Je suis allé tout récemment au siège de l'ONU à New York, à une réunion organisée par un groupe de réflexion espagnol qui avait pour but d'analyser les réalisations de MINUSTAH jusqu'à maintenant et ce qu'elle pourrait faire à l'avenir. Deux points intéressants sont ressortis de cette réunion qui méritent notre attention ici. Le premier, c'est ce que MINUSTAH a effectivement pu accomplir jusqu'à maintenant et ce que cela signifie pour l'avenir de l'hémisphère et pour les opérations futures de maintien de la paix dans l'hémisphère.
Nous avons une mission à Haïti depuis plus de quatre ans maintenant, mission qui compte des milliers de soldats sur le terrain, qui sont essentiellement là pour une chose, soit faire la chasse à une poignée de gangs armés. Ce qui est considéré comme la principale composante des opérations traditionnelles de maintien de la paix, c.-à-d. donner la chasse aux insurgés et séparer les camps armés qui ont des objectifs politiques, a été accompli très rapidement à Haïti. La première mission, que nous avons appelée au Canada Opération Halo, des États-Unis, du Canada, du Chili et de la France, avait à toutes fins utiles réussi à désarmer les insurgés venus de l'autre côté de la frontière. Ce qu'il restait à faire dans les années qui ont suivi, c'était les activités policières nationales.

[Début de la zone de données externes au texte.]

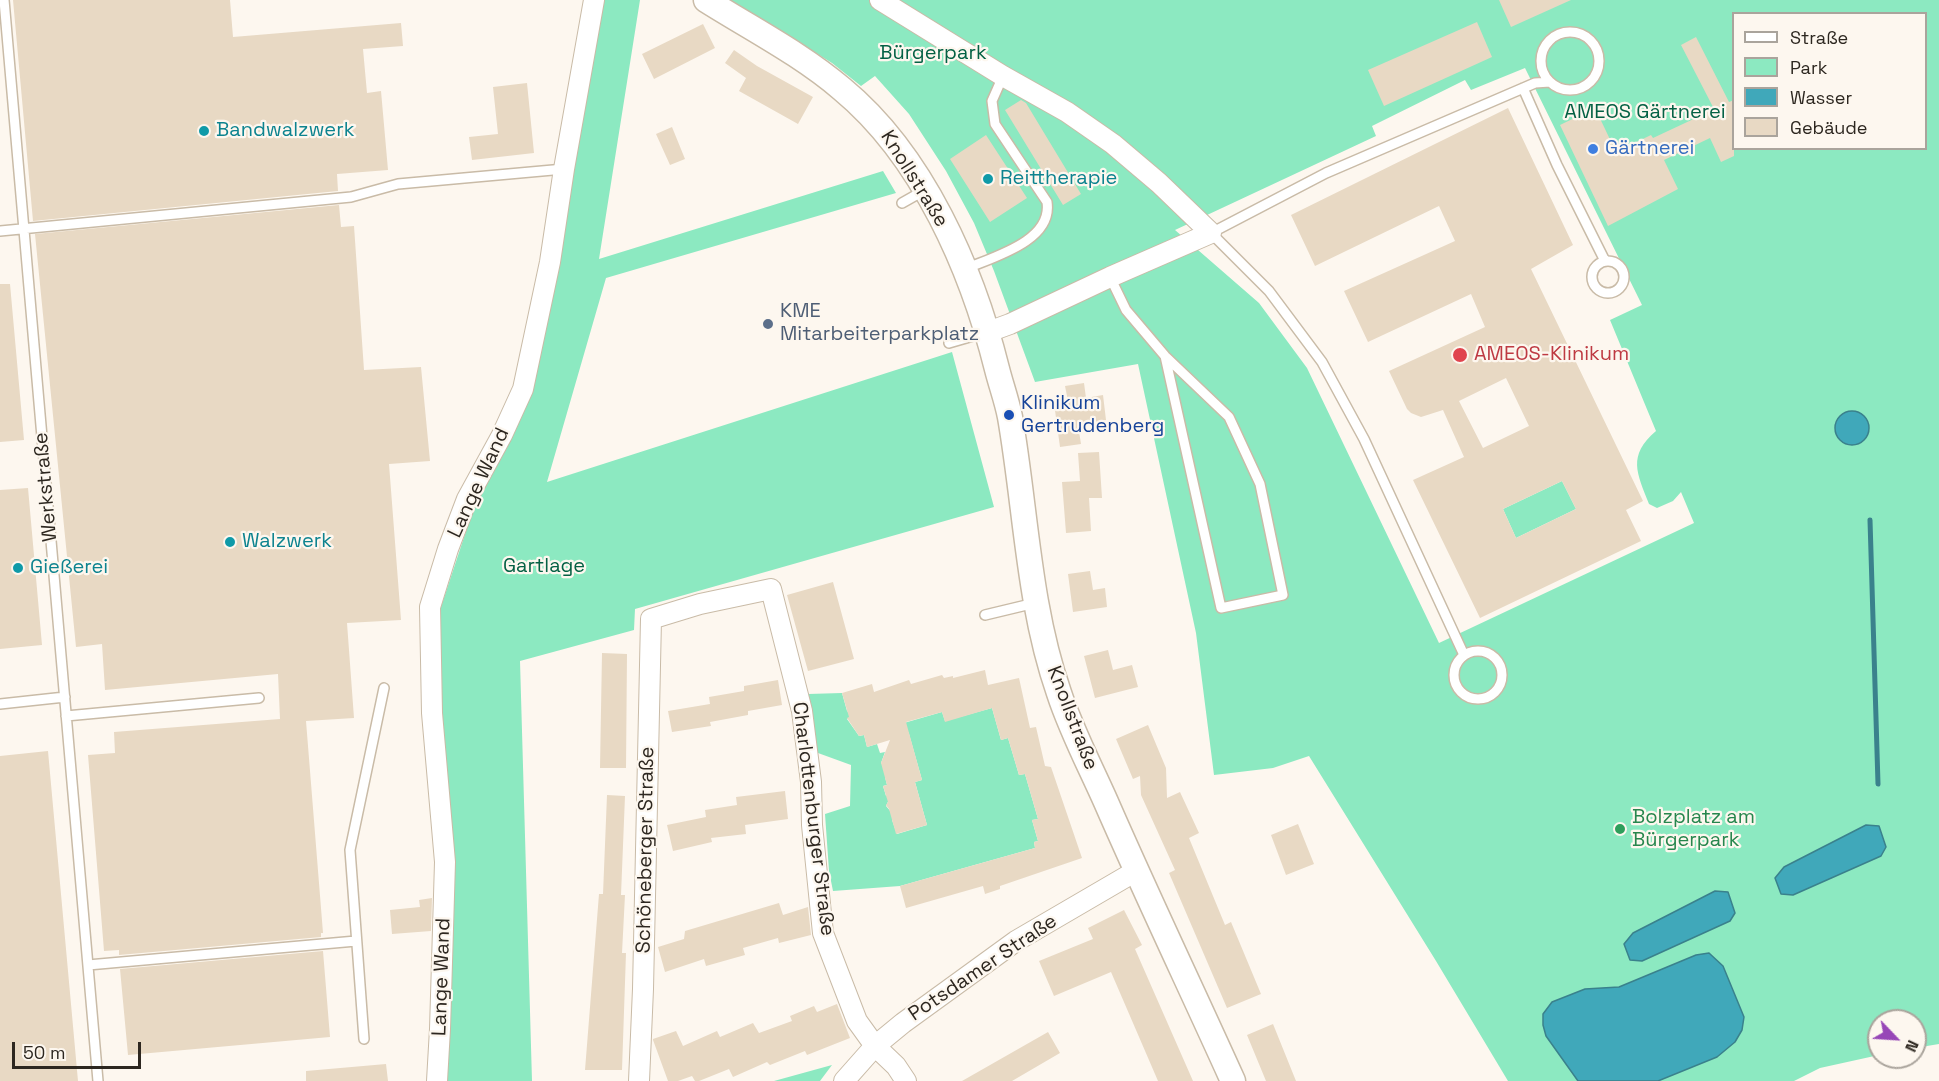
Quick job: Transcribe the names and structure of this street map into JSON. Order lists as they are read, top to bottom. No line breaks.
{"streets":{"street":["Knollstraße","Lange Wand","Charlottenburger Straße","Schöneberger Straße","Potsdamer Straße"],"lane":["Werkstraße"]},"crossings":[["Knollstraße","Potsdamer Straße"],["Charlottenburger Straße","Schöneberger Straße"],["Charlottenburger Straße","Potsdamer Straße"]],"parks":["Bürgerpark","AMEOS Gärtnerei","Gartlage"],"places":["Bandwalzwerk","Gärtnerei","Reittherapie","KME Mitarbeiterparkplatz","AMEOS-Klinikum","Klinikum Gertrudenberg","Walzwerk","Gießerei","Bolzplatz am Bürgerpark"],"legend":["Straße","Park","Wasser","Gebäude"],"scale_bar":"50 m","north":"bottom right"}
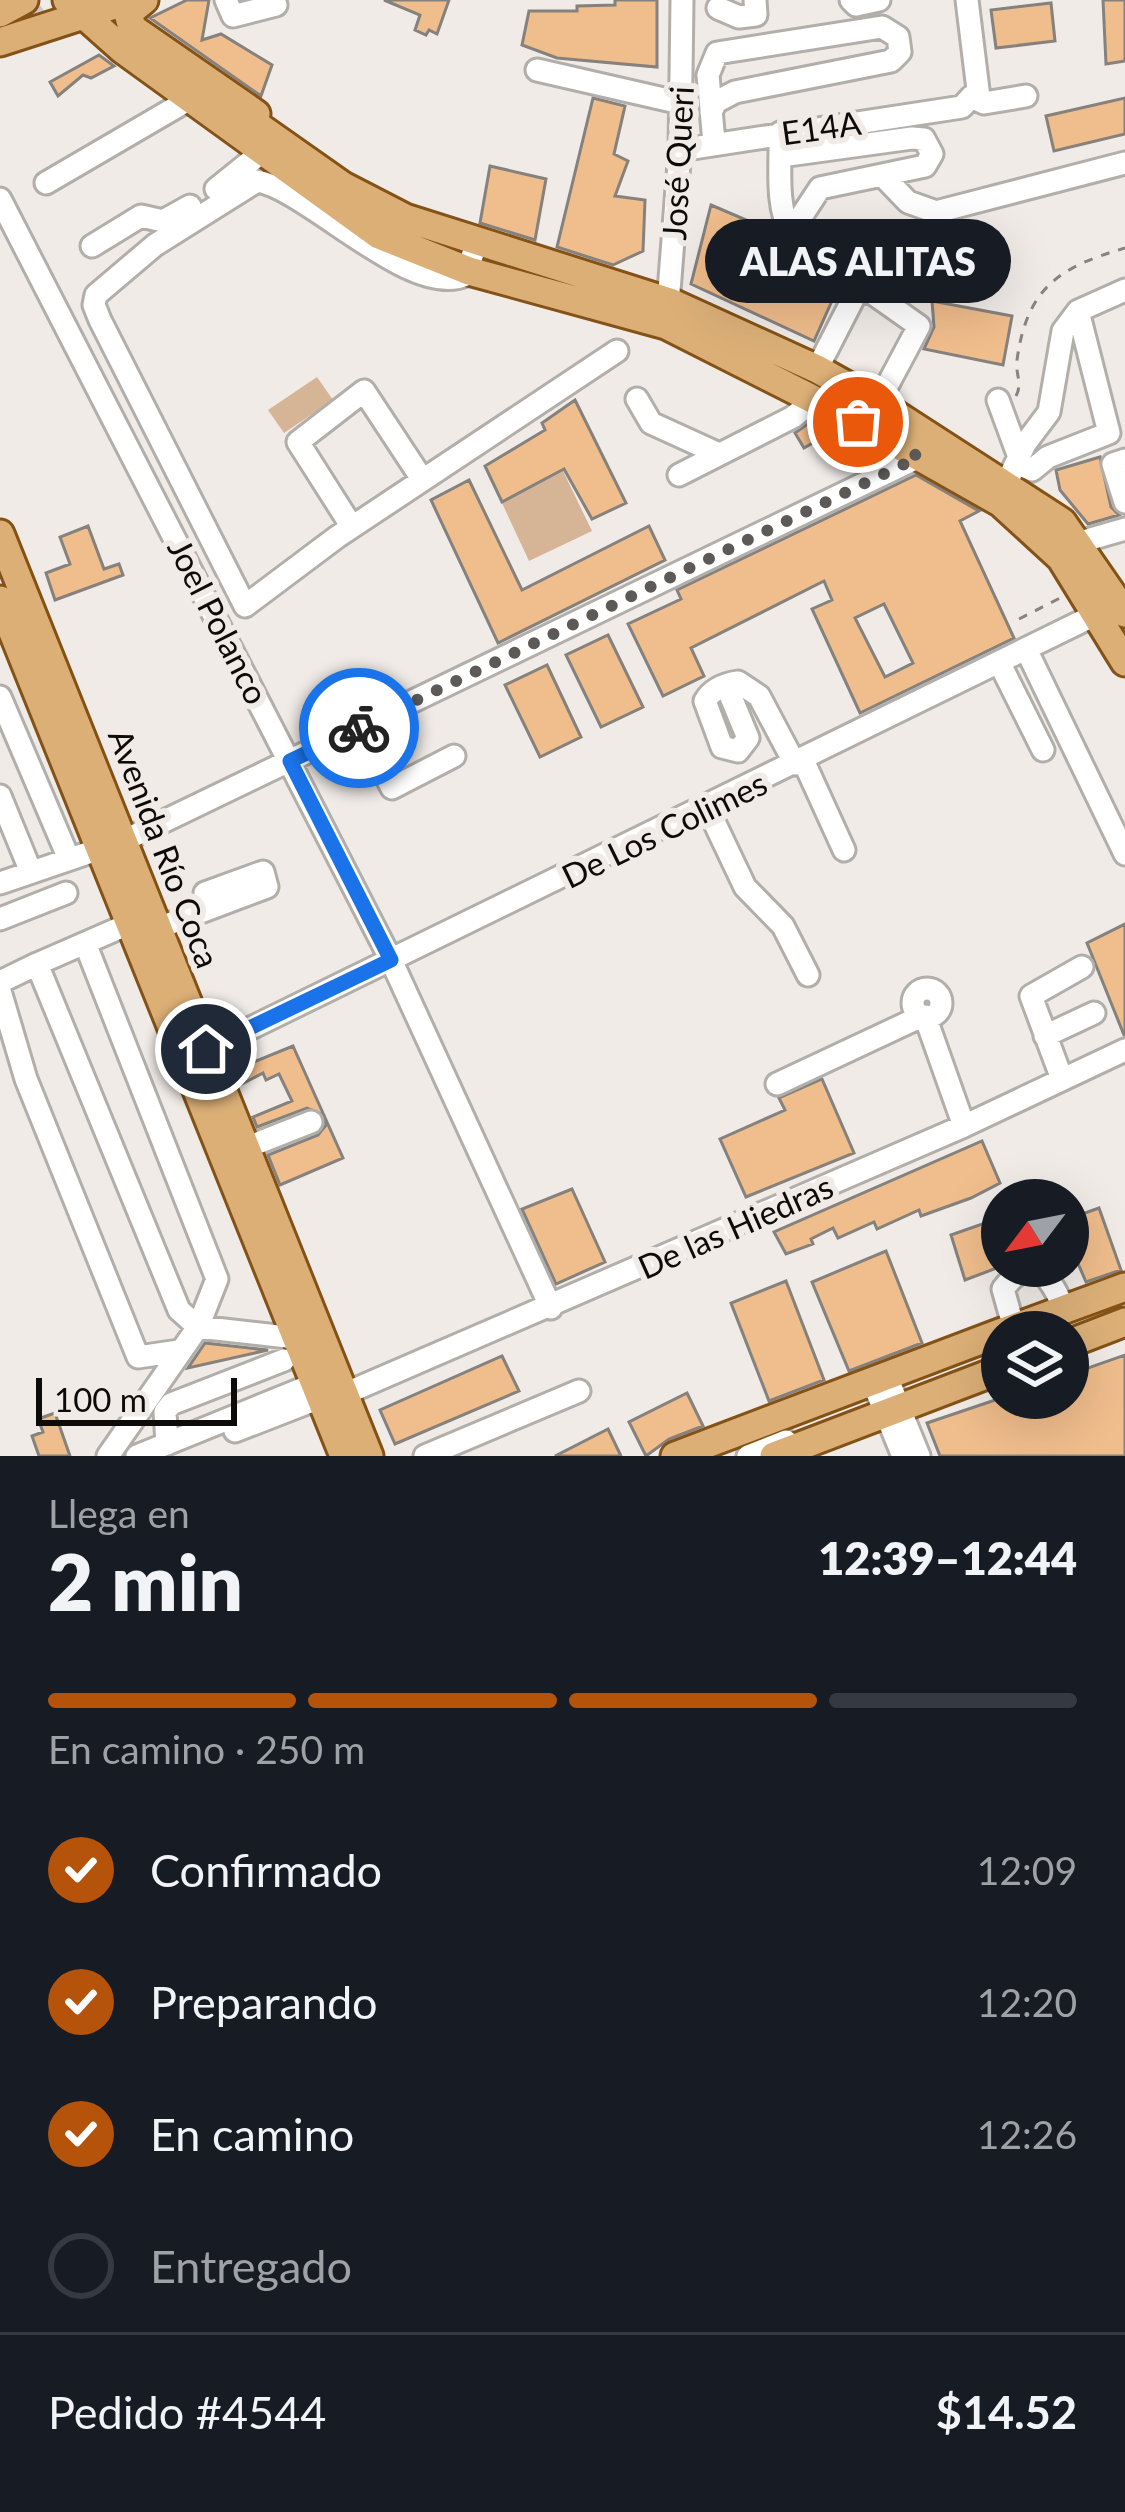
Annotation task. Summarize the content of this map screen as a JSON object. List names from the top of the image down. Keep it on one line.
{"streets":{"main road":["Avenida Río Coca"],"street":["E14A","José Queri","Joel Polanco","De Los Colimes","De las Hiedras"]},"crossings":[["E14A","José Queri"],["Joel Polanco","De Los Colimes"],["Joel Polanco","De las Hiedras"],["De Los Colimes","Avenida Río Coca"],["Avenida Río Coca","De las Hiedras"]],"places":["ALAS ALITAS"],"scale_bar":"100 m","north":"bottom left","page":{"bubble":"ALAS ALITAS","scale":"100 m","heading":["2 min","Llega en","12:39–12:44"],"panel":["Pedido #4544","$14.52"],"bar":"En camino · 250 m","list":[["Confirmado","12:09"],["Preparando","12:20"],["En camino","12:26"],"Entregado"]}}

Quand on y pense, quand on pense au montant d'argent, au nombre de soldats et au temps qui sont consacrés à Haïti à mener ce qui est essentiellement une opération contre les gangs criminels qui, en comparaison avec d'autres gangs criminels des Antilles, ne sont pas très forts, pas très professionnels ni très bien armés, cela devrait nous amener à vraiment réfléchir à l'avenir de l'hémisphère et de nos engagements, à ce qui nous attend à l'avenir si nous nous retrouvons encore une fois face à un État faible — en déroute, non viable, fragile, quel que soit le terme qu'on utilise.
Le contexte de la sécurité dans l'hémisphère évolue de façon radicale. L'époque des insurrections de style guérilla est révolue. Même les FARC en Colombie se sont transformés en une organisation dite terroriste ou narco-organisation. Ce n'est plus tellement un mouvement politique qui prône une idéologie politique.
Face à cette nouvelle donne qui définira de plus en plus l'hémisphère et, partant, nos opérations futures de maintien de la paix, il faut cesser de penser que nous serons là pour séparer les groupes armés, pour extirper les guérilleros ou séparer les combattants armés. Nos opérations seront davantage axées sur les activités policières sur le territoire. Il faut avoir cette réalité présente à l'esprit si nous voulons préparer l'avenir.
L'autre enjeu relatif à MINUSTAH est le rôle de l'Amérique latine. C'est là un enjeu qui est d'une importance capitale. Lors de la première mission à Haïti, celle des États-Unis, du Canada, du Chili et de la France, ni les États-Unis ni le Canada n'étaient en mesure de promettre le nombre de soldats nécessaires pour le temps nécessaire. Nous avons beaucoup de chance à cet égard. Nous nous faisons un devoir à FOCAL d'exprimer notre reconnaissance et nos remerciements chaque fois que c'est possible. Nous avons beaucoup de chance que les Brésiliens, les Chiliens, les Argentins, les Uruguayens, les Péruviens et d'autres aient pu venir prêter main-forte lorsque le Canada, les États-Unis et d'autres n'ont pas pu faire le nécessaire. Nous avons effectivement beaucoup de chance qu'ils aient pu assumer un rôle sans précédent pour eux, où ils étaient appelés, non pas simplement à participer à une opération onusienne de maintien de la paix, mais à contribuer suffisamment de soldats pour assumer le leadership de l'opération. Cela a eu de profondes répercussions dans la région.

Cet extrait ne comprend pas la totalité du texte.